One thing this episode overflows with is unintentional metaphors for its own willful obscurity. When Zilpha asks, “Did you really eat flesh?,” James plays on her curiosity, trying to coax her to come away with him “and hear everything.” But the audience isn’t Zilpha, turning away from temptation, refusing to listen to his darkest secrets. We’re following James’ every step, patiently waiting for mysteries to unwind… and being refused answers. Taboo’s second episode is James Delaney stripped down to the skin, but revealing nothing but more scars and more secrets. Like James returning to his trove beneath the tree (does he really need to refill his pockets so soon?), Taboo is retreading ground, hoping to dig up more diamonds.

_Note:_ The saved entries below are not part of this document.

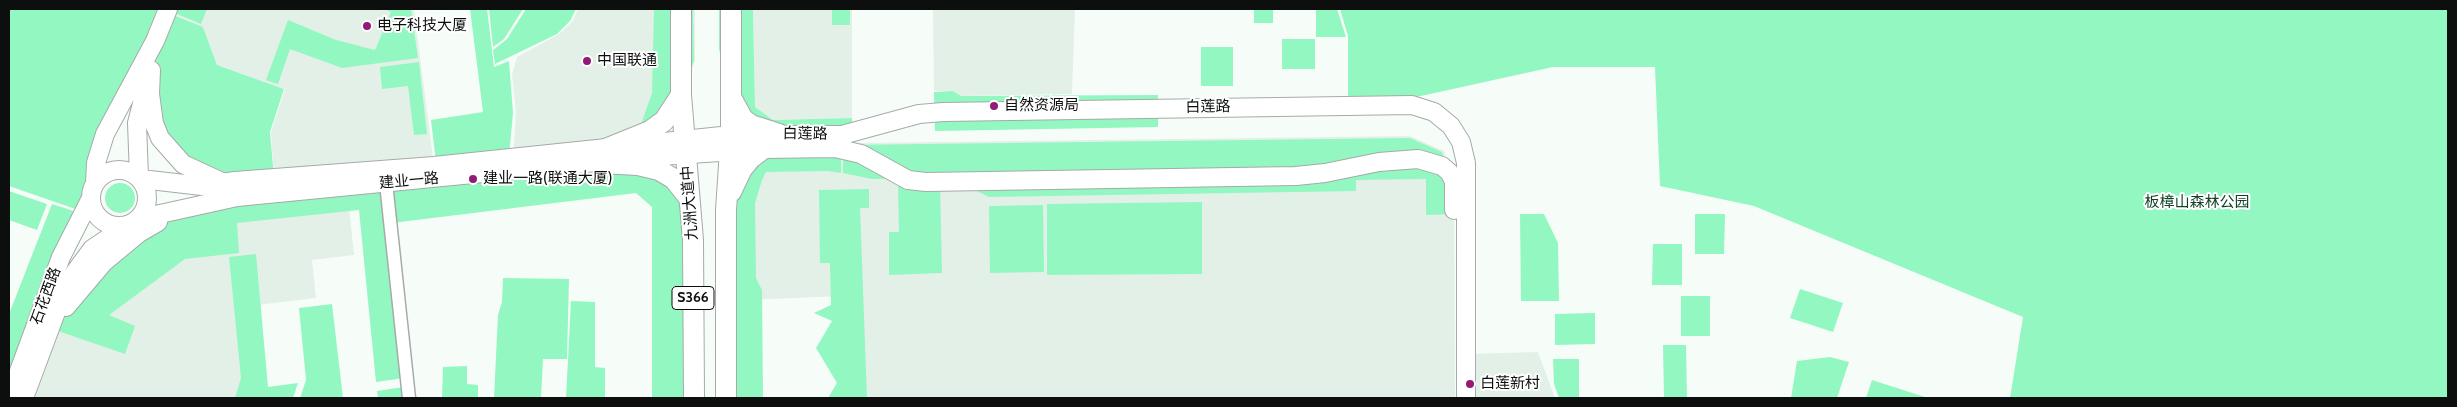 <!DOCTYPE html>
<meta charset="utf-8">
<style>
body{margin:0}
#map{position:relative;width:2457px;height:407px;overflow:hidden;background:#f6fdf9;font-family:Cabin,sans-serif}
canvas{display:block}
.frame{position:absolute;inset:0;border:10px solid #0c0f0d;pointer-events:none}
</style>
<div id="map">
<canvas width="2457" height="407"></canvas>
<div class="frame"></div>
</div>
<script>
const ctx = document.querySelector('canvas').getContext('2d');
ctx.lineJoin = 'round';
function fill(path, color) {
  ctx.fillStyle = color;
  ctx.fill(path, 'evenodd');
}
function poly(rows) {
  const path = new Path2D();
  for (const r of rows) {
    if (r.length === 3) {
      path.moveTo(r[0] + r[2], r[1]);
      path.arc(r[0], r[1], r[2], 0, 2 * Math.PI);
      continue;
    }
    path.moveTo(r[0], r[1]);
    for (let i = 2; i < r.length; i += 2) path.lineTo(r[i], r[i + 1]);
  }
  return path;
}
function trace(path, color, width, dash) {
  ctx.strokeStyle = color;
  ctx.lineWidth = width;
  ctx.lineCap = dash ? 'butt' : 'round';
  ctx.setLineDash(dash || []);
  ctx.stroke(path);
}
function drawText(font, color, halo, rows, align = 'center') {
  ctx.font = font + ' Cabin,"Noto Sans SC",sans-serif';
  ctx.lineWidth = 4;
  ctx.setLineDash([]);
  ctx.textBaseline = 'middle';
  ctx.strokeStyle = halo;
  ctx.fillStyle = color;
  for (const [text, x, y, turn = 0] of rows) {
    ctx.save();
    ctx.translate(x, y);
    ctx.rotate((+turn || 0) * Math.PI / 180);
    ctx.textAlign = isNaN(turn) ? turn : align;
    if (halo) ctx.strokeText(text, 0, 0);
    ctx.fillText(text, 0, 0);
    ctx.restore();
  }
}
const built = poly([
 [168,9,414,9,434,166,274,178,271,132,285,89,217,65,203,27,167,12],
 [578,9,695,9,695,61,686,85,650,131,513,158,516,112,512,74,517,57,559,34,572,22],
 [753,9,852,9,852,118,773,120,755,107],
 [933,9,1075,9,1072,94,961,96,953,91,934,91],
 [1410,136,1444,151,1454,181,1455,398,846,398,844,296,721,301,720,231,778,144],
 [347,187,354,255,312,260,316,298,249,306,257,388,285,398,24,398,70,301,161,221],
 [1538,352,1555,398,1467,398,1466,354]
]);
const green = poly([
 [9,9,168,9,166,12,203,27,217,65,284,89,270,132,274,178,224,183,160,137,152,70,118,106,95,183,84,212,9,186],
 [171,9,207,9,201,24,170,11],
 [385,9,411,9,418,58,342,68,290,49,278,84,266,80,288,20,336,40,375,50,391,12],
 [470,9,487,9,494,67,509,61,513,113,509,156,436,162,431,120,483,112],
 [489,9,523,9,504,39,493,47],
 [526,9,576,9,570,21,557,34,495,64,493,50,507,39],
 [654,9,693,9,694,61,675,105,640,127,652,93],
 [719,9,753,9,755,107,773,120,852,118,852,132,762,129,726,80,719,49],
 [832,9,850,9,850,25,832,25],
 [1254,9,1273,9,1273,23,1254,23],
 [1316,9,1337,9,1346,37,1316,37],
 [1340,9,2448,9,2448,398,2010,398,2023,317,1754,206,1660,186,1655,67,1553,67,1348,112,1348,36],
 [1282,39,1315,39,1315,69,1282,69],
 [1201,47,1233,47,1233,86,1201,86],
 [419,62,427,134,414,135,408,86,382,89,380,67],
 [953,91,961,96,1158,95,1158,127,935,131,934,92],
 [1410,138,1442,152,1452,182,1451,214,1426,215,1426,179,1356,180,1356,191,989,197,950,178,872,179,843,173,843,145],
 [841,145,841,173,828,171,766,172,762,180,755,203,756,278,762,290,763,398,723,398,721,232,752,159],
 [600,167,636,168,683,195,694,398,652,398,652,207,636,193,392,223,390,188],
 [120,198,15],
 [940,185,942,273,889,275,889,232,899,232,898,186],
 [383,189,404,378,376,382,359,210,237,223,239,253,185,259,109,315,135,326,125,354,55,330,91,281,163,224,191,211,231,203],
 [869,189,869,208,860,208,867,398,828,398,837,383,816,348,832,321,814,313,831,305,830,263,820,263,819,190],
 [9,191,47,204,37,230,9,220],
 [1202,202,1202,274,1047,275,1047,204],
 [52,204,80,213,9,393,9,314],
 [1043,205,1044,272,990,273,989,206],
 [1520,214,1544,214,1558,243,1559,301,1521,301],
 [1695,214,1725,214,1724,254,1695,254],
 [1653,244,1682,244,1682,285,1652,285],
 [256,254,268,387,298,383,293,398,235,398,241,378,229,257],
 [503,278,569,279,567,359,543,359,541,398,494,398,498,315,502,302],
 [1800,289,1843,303,1833,332,1790,318],
 [1681,296,1710,296,1710,336,1681,336],
 [571,301,595,302,595,367,605,368,605,398,566,398],
 [332,304,343,398,300,398,306,380,299,308],
 [1595,313,1595,344,1555,345,1555,314],
 [1663,345,1686,345,1687,398,1664,398],
 [1830,357,1849,362,1837,398,1791,398,1797,361],
 [1579,359,1579,398,1559,398,1554,384,1553,359],
 [467,366,467,384,478,385,478,398,442,398,443,367],
 [1872,380,1928,398,1866,398],
 [404,387,405,398,378,398,377,391]
]);
const street = poly([
 [386,183,409,398]
]);
const secondary = poly([
 [151,70,150,94,154,123,160,138,183,164,224,183],
 [119,198,28],
 [139,177,137,123,147,84],
 [141,179,202,186,235,181,434,166,731,135,842,135,919,114,943,112,1412,105,1434,112,1451,126,1461,142,1466,163,1466,398],
 [95,183,96,163,105,134,155,41,168,9],
 [135,222,151,216,237,197,647,157,763,149,835,148,861,154,908,180,926,182,1296,176,1325,173,1379,162,1418,159,1442,166,1449,172,1454,181,1454,210],
 [66,307,104,262,139,233,158,222],
 [9,398,61,257,91,198],
 [24,398,59,304,75,272,92,249,126,226]
]);
const primary = poly([
 [681,9,681,95,693,240,694,398],
 [732,99,743,119,751,125,779,134],
 [603,150,650,131,664,121,681,95],
 [601,163,638,165,659,170,674,179,689,198],
 [731,192,742,169,751,158,763,149],
 [726,398,726,210,731,135,731,9]
]);
const markers = [
 [367,26,5,"#921b78"],
 [587,61,5,"#921b78"],
 [994,106,5,"#921b78"],
 [473,179,5,"#921b78"],
 [1470,384,5,"#921b78"]
];
const shields = [
 [693,298,42]
];
const shieldNames = [
 ["S366",693,298]
];
const poiNames = [
 ["电子科技大厦",377,26],
 ["中国联通",597,61],
 ["自然资源局",1004,106],
 ["建业一路(联通大厦)",483,179],
 ["白莲新村",1480,384]
];
const streetNames = [
 ["白莲路",1208,107,-1],
 ["白莲路",805,134,1],
 ["建业一路",409,181,-5],
 ["九洲大道中",690,203,-94],
 ["石花西路",46,296,-70]
];
const parkNames = [
 ["板樟山森林公园",2197,203]
];
fill(built, '#e3f0e8');
fill(green, '#93f7c1');
trace(street, '#a5aba7', 15);
trace(secondary, '#a5aba7', 20);
trace(primary, '#a5aba7', 22);
trace(street, '#fff', 12);
trace(secondary, '#fff', 18);
trace(primary, '#fff', 20);
for (const [x, y, r, color] of markers) {
  const dot = new Path2D();
  dot.arc(x, y, r, 0, 2 * Math.PI);
  ctx.fillStyle = color;
  ctx.fill(dot);
  trace(dot, '#fff', 2);
}
for (const [x, y, w] of shields) {
  const box = new Path2D();
  box.roundRect(x - w / 2, y - 11.5, w, 23, 4);
  ctx.fillStyle = '#fff';
  ctx.fill(box);
  trace(box, '#0c0f0d', 1);
}
drawText('bold 14px', '#0c0f0d', null, shieldNames);
drawText('15px', '#0c0f0d', '#fff', poiNames, 'left');
drawText('15px', '#0c0f0d', '#fff', streetNames);
drawText('15px', '#12402a', '#fff', parkNames);
</script>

But it’s coming up empty.

Stray observations

  • Lorna’s mantra of “calm, pretty, certain, fragrant” seems destined to be tested by the grimy world of Taboo, where little is calm, pretty, or certain, and even less is fragrant.
  • Tom Hardy-est moment: James striding into a murderer’s den, brandishing his note and bellowing, “ATTICUS!”
  • Most colorful threat: Atticus recounting his reply to the gentleman contracting him to kill Horace Delaney: “I’ll slit your gizzards.”
  • I can’t say I’m impressed with Sir Stuart Strange’s committee members, who can’t be bothered to glance over the agenda of their most pressing meeting yet.
  • Gatiss’ characterization is impressively repulsive, but in my heart, I only recognize one Prince Regent.
  • However naked he is in solitary scenes, James is vulnerable only when he’s most buttoned-up—when he’s face to face with Zilpha, in the courtrooms or conservatories of her world.